Russian President Vladimir Putin oversaw Friday’s joining of a major pipeline that’s set to provide Turkey with over 556 billion cubic feet of gas each year, an event that came shortly after the two countries reached a deal to allow foreign troops into areas previously designated as safe zones in Syria.
Russia and Turkey, which support opposing factions in Syria’s more than six-year civil war, have had a tumultuous relationship in recent years. Turkey’s geographic and political position as a bridge between East and West has given it strategic leverage with both the Western military alliance NATO, of which it is a member, and Russia, an important economic partner. With Turkish-backed Syrian rebels facing major defeats by both the Russia-backed Syrian military and the U.S.-backed Kurdish militants, Thursday’s announcement that Turkey and Russia agreed to allow international forces into areas of respective influence in Syria comes as Ankara attempts to retain its stake in the conflict.
“We will probably be most prominent in the Idlib region with the Russians, mostly Russia and Iran around Damascus; and a mechanism involving the Americans and Jordan in the south in the Daraa region is being worked on,” Ibrahim Kalin, spokesperson for Turkish President Recep Tayyip Erdogan, was quoted as saying, according to Reuters.
While Kalin said negotiations for troop deployments were ongoing, the framework will likely follow an agreement reached in early May by Russia, Turkey and Iran that established four de-escalation zones around the country. The zones are intended to protect civilians fleeing a war that’s already killed hundreds of thousands of people and displaced millions more. As the Syrian military and its allies advance nationwide, scores of armed rebels have been forced into reconciliation deals with President Bashar al-Assad’s government, which has given insurgents the choice to remain in neighborhoods now secured by Syria’s armed forces or relocate to another part of the country.
Idlib, where Turkey maintains a military presence, has been a frequent destination for opposition groups dislodged from formerly rebel-held districts in major cities such as Damascus, Hama and Aleppo. The government’s victory there in December was widely seen as a turning point in the war and forced Turkey to come to the table with Assad allies Russia and Iran. Russia and Turkey had previously fallen out in 2015, when Turkey shot down a Russian jet near its border in northern Syria. Turkey initially remained defiant after the incident but has since worked with Russia to reach a political solution to the conflict and, like France, has withdrawn calls for Assad’s removal as a precondition for talks.
Turkey and Russia also have come together on other fronts. They first announced plans for the Turkish Stream pipeline, or TurkStream, at the end of 2014. The project was interrupted after Turkey shot down the Russian jet in Syria, but resumed in 2016 after Erdogan apologized. Russia began laying the line last month, and on Friday Putin himself watched as Russia’s Pioneering Spirit began laying the shallow and deepwater segments of the pipe, according to the state-run TASS Russian News Agency. TurkStream has a projected capacity of 1.11 trillion cubic feet of natural gas, about half of which will ultimately reach Europe. The planned pathway conveniently allows Moscow to bypass Ukraine, where Russia supports rebel movements in the east, and replaces previous plans for a South Stream pipeline that was opposed by the EU due to fears it would give Russia too much power over Europe’s resources.

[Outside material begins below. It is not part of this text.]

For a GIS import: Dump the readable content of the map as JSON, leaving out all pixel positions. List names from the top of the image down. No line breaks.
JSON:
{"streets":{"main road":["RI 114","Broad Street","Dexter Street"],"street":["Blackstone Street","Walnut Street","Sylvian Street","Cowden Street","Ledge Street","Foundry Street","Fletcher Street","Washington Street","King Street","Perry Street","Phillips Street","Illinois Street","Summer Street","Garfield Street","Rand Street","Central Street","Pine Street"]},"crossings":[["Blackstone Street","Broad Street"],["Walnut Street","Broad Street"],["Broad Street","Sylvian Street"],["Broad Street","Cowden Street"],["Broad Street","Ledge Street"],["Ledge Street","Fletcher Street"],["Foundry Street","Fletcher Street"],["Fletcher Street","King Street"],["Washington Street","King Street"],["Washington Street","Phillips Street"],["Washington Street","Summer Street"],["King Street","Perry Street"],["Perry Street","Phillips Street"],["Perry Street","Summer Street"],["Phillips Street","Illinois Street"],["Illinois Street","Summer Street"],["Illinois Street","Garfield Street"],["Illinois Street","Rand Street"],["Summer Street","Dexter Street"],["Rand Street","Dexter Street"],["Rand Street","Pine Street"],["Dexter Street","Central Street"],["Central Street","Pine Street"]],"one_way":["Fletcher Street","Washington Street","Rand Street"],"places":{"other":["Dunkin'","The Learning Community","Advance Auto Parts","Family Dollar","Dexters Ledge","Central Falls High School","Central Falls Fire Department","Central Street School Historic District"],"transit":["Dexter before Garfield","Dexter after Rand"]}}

TurkStream isn’t the first pipeline to intersect with politics surrounding the war in Syria. Two competing plans for pipelines running through Syria served as the framework for the international alliances that have dominated the conflict. One proposal, called the Friendship Pipeline, would run from Iran through allies Iraq, Syria and Lebanon and, finally, supply Europe. The alternative would run from Qatar through U.S. allies Saudi Arabia and Jordan, then through Syria and Turkey and on to Europe—but bypassing Russia. Assad rejected this pipeline to protect energy interests, according to an Agence-France Presse report cited by The Guardian.